Give the number of lines in the data that contain "action", and nothing more.

#### DATA LISTING ####

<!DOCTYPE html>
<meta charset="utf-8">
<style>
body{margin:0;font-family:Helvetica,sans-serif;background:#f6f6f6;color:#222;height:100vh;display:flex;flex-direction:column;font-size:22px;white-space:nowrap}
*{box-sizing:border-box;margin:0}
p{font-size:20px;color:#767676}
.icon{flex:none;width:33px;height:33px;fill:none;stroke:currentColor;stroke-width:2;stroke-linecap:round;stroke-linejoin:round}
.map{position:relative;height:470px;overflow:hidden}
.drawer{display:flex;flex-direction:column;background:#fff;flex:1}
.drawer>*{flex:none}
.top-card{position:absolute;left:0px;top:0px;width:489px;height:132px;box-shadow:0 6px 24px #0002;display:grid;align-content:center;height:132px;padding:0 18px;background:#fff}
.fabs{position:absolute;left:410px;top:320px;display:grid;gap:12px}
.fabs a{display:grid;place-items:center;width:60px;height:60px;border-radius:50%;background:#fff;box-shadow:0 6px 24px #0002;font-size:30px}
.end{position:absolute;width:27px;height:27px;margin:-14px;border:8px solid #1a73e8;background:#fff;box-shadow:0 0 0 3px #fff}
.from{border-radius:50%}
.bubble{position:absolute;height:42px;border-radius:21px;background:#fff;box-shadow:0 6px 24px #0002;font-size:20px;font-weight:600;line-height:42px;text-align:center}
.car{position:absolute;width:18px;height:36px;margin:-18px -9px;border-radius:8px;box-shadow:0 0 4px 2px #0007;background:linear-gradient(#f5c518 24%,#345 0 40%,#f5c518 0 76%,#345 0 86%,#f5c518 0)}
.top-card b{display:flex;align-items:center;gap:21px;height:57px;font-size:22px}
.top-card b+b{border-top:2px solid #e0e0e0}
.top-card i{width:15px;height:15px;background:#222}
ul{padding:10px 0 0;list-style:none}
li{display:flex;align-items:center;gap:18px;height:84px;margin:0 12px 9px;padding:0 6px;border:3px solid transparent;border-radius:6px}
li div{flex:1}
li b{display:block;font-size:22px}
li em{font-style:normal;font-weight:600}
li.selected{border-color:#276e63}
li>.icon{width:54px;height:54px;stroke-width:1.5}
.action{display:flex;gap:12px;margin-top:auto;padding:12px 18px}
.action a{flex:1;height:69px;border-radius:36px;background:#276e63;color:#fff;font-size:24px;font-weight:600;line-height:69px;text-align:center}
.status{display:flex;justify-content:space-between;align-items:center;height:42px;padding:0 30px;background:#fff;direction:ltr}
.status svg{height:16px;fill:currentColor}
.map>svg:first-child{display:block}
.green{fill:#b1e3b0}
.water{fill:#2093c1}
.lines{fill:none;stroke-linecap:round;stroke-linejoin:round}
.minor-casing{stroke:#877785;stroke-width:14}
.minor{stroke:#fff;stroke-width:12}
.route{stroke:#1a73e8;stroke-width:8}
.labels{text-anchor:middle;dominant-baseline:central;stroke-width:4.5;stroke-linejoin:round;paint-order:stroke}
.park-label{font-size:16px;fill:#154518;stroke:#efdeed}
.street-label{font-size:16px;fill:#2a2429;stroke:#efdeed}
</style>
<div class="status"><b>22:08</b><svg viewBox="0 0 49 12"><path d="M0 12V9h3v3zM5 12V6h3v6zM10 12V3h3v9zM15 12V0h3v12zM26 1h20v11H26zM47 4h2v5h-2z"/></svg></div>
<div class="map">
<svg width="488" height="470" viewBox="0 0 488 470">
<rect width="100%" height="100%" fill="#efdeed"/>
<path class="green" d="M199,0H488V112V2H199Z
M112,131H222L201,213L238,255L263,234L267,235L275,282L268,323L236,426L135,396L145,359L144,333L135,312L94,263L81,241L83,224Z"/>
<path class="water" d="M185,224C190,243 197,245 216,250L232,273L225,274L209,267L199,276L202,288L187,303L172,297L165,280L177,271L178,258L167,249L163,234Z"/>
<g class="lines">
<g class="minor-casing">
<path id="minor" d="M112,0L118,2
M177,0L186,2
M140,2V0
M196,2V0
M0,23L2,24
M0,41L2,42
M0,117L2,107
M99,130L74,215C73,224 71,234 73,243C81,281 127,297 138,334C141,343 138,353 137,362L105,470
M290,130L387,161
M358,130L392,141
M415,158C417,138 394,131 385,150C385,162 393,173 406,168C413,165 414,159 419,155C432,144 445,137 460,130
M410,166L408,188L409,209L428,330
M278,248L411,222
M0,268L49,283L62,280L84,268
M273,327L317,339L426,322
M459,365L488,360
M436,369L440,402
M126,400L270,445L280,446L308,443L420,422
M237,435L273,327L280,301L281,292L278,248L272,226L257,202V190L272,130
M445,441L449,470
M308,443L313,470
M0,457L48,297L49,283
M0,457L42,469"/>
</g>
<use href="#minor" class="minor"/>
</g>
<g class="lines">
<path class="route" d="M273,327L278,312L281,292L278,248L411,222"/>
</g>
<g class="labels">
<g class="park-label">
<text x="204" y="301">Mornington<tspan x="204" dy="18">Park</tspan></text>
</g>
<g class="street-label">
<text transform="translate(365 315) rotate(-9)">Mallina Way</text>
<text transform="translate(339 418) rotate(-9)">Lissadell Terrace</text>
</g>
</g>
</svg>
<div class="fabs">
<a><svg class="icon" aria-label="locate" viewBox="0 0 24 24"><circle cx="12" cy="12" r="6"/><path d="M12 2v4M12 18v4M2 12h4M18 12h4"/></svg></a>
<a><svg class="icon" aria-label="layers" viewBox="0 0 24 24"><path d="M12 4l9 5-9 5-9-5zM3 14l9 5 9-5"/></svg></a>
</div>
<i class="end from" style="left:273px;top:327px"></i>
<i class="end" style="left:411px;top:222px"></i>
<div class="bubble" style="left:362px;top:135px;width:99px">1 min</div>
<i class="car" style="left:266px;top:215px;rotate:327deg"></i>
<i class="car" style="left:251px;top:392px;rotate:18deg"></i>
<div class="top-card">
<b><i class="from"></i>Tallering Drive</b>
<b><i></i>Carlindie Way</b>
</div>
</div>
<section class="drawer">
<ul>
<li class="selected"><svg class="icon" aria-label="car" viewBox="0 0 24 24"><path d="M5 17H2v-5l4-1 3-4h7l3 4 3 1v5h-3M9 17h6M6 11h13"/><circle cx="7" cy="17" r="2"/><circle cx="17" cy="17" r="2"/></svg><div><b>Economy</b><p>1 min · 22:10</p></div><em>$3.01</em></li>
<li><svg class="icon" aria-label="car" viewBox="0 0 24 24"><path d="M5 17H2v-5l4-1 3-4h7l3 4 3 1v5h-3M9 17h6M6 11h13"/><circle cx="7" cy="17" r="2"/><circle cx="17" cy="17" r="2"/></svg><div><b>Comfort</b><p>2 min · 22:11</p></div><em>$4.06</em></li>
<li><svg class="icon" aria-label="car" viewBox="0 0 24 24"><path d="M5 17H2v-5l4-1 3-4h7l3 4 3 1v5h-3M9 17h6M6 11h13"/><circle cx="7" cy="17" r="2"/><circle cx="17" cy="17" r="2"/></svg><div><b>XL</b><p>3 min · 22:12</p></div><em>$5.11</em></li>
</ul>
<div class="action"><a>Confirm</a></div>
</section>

####

=== WORKED SOLUTION ===
3